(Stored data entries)
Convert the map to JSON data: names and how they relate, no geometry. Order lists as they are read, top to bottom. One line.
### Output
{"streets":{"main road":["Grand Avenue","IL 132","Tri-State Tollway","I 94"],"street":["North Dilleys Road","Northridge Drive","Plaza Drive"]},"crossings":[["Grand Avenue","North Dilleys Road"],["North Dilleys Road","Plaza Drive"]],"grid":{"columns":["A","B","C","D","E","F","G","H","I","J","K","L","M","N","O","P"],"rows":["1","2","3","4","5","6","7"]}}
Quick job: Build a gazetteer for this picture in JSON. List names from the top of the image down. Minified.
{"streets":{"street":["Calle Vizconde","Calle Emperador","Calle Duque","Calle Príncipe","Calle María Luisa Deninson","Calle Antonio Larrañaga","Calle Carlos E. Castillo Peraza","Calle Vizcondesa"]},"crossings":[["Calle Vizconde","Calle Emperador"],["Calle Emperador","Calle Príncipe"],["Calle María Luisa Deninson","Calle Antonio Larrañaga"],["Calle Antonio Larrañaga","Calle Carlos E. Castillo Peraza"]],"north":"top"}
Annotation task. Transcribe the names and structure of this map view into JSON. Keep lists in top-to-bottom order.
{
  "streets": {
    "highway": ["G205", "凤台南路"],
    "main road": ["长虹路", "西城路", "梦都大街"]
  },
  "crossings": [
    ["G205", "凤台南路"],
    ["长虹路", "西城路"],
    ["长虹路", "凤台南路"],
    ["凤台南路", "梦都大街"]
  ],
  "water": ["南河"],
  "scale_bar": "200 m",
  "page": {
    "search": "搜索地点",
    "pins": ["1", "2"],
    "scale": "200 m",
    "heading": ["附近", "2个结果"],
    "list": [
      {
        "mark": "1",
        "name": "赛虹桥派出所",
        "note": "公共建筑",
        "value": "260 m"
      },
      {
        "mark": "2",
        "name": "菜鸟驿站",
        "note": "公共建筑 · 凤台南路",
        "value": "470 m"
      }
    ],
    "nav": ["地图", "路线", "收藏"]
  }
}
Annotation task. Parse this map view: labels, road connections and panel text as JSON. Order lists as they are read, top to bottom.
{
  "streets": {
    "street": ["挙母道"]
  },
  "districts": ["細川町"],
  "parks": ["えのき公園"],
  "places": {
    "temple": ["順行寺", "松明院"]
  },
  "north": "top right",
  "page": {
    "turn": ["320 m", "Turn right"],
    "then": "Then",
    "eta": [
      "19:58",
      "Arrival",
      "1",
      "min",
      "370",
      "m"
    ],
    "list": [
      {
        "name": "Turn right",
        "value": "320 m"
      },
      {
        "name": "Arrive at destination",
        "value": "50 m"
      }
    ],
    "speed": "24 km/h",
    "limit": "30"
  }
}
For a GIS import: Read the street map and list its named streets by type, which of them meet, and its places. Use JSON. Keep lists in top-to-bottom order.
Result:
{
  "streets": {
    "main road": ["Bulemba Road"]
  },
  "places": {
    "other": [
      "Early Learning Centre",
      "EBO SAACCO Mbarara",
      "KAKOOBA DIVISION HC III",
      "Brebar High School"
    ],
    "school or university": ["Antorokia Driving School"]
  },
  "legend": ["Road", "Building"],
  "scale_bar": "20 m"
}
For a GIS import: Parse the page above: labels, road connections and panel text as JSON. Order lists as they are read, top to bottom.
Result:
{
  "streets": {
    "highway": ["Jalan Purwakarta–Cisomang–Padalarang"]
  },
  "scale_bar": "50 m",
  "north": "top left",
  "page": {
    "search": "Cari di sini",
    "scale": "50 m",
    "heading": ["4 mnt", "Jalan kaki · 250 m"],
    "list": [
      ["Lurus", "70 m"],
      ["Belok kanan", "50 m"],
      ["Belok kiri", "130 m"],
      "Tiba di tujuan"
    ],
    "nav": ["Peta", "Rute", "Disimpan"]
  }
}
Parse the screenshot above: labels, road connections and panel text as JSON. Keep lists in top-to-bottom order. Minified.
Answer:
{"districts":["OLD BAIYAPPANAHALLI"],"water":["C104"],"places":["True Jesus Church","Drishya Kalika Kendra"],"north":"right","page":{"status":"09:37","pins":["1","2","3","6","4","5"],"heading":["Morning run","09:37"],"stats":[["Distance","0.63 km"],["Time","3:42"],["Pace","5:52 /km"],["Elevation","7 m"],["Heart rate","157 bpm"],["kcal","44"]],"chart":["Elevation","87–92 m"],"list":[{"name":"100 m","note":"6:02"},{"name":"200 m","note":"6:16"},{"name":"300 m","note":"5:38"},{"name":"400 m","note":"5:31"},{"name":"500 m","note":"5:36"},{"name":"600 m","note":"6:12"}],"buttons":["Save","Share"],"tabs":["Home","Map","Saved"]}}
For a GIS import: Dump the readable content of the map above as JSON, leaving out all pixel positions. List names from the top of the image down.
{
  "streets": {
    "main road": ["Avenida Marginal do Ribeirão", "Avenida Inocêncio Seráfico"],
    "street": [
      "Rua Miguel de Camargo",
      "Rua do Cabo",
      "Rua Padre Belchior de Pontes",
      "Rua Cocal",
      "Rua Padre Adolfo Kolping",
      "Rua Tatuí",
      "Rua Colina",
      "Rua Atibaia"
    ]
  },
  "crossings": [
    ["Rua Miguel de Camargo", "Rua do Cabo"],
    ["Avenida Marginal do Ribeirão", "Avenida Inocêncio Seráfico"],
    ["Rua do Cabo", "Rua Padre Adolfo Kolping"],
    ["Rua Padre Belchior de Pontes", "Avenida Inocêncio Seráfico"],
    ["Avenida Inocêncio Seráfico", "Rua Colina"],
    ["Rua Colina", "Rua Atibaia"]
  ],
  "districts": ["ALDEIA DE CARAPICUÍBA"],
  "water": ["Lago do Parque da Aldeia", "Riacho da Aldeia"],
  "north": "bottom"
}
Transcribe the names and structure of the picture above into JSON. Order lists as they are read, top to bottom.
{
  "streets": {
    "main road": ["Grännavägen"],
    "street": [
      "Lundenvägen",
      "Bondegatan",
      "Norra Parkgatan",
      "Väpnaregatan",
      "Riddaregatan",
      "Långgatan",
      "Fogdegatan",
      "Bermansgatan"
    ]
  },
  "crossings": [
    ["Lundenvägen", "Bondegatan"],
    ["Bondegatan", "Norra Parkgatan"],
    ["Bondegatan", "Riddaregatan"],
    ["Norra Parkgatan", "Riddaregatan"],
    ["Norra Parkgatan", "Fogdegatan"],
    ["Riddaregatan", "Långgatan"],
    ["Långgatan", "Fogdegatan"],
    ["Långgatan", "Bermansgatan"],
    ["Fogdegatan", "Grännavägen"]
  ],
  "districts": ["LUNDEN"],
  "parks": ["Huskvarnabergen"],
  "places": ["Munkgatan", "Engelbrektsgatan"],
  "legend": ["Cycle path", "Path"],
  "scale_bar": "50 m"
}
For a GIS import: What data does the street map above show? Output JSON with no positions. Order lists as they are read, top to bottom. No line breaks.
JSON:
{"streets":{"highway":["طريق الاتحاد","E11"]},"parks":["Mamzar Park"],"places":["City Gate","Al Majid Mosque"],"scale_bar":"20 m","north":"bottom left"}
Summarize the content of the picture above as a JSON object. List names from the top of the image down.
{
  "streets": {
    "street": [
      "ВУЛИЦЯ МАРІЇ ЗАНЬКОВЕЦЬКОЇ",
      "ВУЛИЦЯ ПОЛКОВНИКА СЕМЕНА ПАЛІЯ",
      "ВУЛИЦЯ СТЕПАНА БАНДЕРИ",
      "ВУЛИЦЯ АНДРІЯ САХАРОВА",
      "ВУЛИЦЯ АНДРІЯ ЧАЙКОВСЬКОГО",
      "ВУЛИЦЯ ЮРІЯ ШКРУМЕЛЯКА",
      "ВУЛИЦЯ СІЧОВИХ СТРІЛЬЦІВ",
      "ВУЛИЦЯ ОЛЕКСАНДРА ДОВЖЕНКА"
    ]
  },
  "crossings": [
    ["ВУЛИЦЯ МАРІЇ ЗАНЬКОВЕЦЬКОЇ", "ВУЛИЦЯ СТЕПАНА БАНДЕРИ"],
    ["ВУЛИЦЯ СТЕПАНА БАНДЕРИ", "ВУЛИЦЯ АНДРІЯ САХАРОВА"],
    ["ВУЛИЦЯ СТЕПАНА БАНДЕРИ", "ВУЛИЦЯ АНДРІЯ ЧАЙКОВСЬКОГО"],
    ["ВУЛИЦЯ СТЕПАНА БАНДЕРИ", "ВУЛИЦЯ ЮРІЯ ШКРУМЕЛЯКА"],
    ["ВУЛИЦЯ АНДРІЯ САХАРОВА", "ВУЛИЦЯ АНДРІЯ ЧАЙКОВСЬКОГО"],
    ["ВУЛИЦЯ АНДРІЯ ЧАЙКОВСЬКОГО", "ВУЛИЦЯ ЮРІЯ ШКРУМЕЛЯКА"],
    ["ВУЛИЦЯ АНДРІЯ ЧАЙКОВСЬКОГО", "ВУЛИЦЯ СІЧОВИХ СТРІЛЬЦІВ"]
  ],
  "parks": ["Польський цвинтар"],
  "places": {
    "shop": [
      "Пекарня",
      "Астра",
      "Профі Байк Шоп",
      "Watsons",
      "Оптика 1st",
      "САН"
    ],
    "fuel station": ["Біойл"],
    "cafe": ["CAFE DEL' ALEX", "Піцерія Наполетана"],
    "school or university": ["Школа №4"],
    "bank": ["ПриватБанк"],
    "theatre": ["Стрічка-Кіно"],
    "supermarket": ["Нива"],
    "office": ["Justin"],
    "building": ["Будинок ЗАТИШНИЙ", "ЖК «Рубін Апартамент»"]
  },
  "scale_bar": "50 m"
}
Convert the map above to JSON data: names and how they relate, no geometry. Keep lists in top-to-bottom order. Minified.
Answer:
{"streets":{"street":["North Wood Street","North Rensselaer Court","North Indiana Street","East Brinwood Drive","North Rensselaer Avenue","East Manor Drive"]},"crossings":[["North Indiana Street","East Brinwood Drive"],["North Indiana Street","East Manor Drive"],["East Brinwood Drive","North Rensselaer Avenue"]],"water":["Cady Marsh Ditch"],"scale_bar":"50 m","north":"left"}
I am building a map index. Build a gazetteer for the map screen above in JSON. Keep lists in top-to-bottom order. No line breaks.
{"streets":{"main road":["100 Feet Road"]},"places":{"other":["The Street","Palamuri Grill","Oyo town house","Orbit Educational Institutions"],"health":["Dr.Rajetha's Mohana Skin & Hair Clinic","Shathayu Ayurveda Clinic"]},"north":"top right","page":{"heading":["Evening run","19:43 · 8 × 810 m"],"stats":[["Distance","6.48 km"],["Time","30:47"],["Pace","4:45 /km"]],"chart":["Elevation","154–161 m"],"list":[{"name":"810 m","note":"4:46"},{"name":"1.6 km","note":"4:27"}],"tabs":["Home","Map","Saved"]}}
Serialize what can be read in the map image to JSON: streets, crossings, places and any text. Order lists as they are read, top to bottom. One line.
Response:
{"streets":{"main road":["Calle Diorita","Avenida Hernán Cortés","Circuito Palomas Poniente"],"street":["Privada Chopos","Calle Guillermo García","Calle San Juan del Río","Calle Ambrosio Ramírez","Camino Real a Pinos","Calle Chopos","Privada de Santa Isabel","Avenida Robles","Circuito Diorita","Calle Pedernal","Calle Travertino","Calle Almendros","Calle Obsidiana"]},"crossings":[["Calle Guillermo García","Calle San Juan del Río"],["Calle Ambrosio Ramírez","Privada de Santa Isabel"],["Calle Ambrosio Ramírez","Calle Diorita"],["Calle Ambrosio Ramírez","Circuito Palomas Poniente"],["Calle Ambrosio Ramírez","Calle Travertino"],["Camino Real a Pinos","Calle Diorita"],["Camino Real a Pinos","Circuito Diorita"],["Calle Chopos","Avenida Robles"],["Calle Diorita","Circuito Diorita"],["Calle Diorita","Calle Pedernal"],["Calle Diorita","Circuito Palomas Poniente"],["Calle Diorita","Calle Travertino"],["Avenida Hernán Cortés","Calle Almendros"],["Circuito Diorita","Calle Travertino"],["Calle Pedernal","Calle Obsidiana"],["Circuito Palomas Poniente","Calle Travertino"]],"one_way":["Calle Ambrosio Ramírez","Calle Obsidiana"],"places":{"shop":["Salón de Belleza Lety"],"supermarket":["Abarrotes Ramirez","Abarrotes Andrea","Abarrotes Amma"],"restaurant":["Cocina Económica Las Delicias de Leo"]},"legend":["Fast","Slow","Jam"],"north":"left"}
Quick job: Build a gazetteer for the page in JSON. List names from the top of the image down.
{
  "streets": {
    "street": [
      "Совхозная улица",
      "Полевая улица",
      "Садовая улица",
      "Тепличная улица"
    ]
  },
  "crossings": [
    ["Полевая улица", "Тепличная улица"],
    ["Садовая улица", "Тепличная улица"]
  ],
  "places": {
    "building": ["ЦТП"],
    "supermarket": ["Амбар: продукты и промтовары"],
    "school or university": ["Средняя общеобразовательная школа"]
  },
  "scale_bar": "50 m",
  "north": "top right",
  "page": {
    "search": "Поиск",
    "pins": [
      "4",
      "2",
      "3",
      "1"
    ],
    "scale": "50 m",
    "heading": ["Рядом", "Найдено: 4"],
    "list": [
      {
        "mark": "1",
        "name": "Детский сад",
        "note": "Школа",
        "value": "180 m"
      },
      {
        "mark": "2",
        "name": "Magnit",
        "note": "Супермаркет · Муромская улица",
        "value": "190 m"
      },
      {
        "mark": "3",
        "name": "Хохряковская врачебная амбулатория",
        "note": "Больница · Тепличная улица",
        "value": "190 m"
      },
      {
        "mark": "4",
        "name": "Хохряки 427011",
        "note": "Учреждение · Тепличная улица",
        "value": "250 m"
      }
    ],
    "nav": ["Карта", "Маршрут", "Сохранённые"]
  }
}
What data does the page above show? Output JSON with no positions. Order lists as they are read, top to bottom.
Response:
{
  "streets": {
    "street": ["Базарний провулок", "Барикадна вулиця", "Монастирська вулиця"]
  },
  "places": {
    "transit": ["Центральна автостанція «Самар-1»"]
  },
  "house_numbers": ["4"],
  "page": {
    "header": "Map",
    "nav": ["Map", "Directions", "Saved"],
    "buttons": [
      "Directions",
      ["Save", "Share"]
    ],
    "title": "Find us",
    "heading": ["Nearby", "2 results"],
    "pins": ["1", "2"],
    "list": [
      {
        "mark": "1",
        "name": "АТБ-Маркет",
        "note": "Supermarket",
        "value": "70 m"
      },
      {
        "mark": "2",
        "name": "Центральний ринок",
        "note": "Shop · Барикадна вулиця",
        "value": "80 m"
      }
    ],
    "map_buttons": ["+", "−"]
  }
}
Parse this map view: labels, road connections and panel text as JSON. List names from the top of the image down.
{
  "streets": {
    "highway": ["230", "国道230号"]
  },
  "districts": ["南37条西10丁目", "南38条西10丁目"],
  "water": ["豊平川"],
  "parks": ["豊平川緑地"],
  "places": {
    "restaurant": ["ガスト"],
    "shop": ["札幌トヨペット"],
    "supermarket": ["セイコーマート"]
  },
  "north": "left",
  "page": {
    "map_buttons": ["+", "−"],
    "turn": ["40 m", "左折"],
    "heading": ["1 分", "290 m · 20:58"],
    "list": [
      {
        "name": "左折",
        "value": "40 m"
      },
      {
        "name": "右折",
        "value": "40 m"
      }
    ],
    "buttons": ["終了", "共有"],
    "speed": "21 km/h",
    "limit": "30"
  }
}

→ PROBLEM DESCRIPTION: Above this instruction are the records; retype exactly the lines from the one containing "I am building" up to and including the one containing "Serialize what can".

→ ANSWER SPACE:
I am building a map index. Build a gazetteer for the map screen above in JSON. Keep lists in top-to-bottom order. No line breaks.
{"streets":{"main road":["100 Feet Road"]},"places":{"other":["The Street","Palamuri Grill","Oyo town house","Orbit Educational Institutions"],"health":["Dr.Rajetha's Mohana Skin & Hair Clinic","Shathayu Ayurveda Clinic"]},"north":"top right","page":{"heading":["Evening run","19:43 · 8 × 810 m"],"stats":[["Distance","6.48 km"],["Time","30:47"],["Pace","4:45 /km"]],"chart":["Elevation","154–161 m"],"list":[{"name":"810 m","note":"4:46"},{"name":"1.6 km","note":"4:27"}],"tabs":["Home","Map","Saved"]}}
Serialize what can be read in the map image to JSON: streets, crossings, places and any text. Order lists as they are read, top to bottom. One line.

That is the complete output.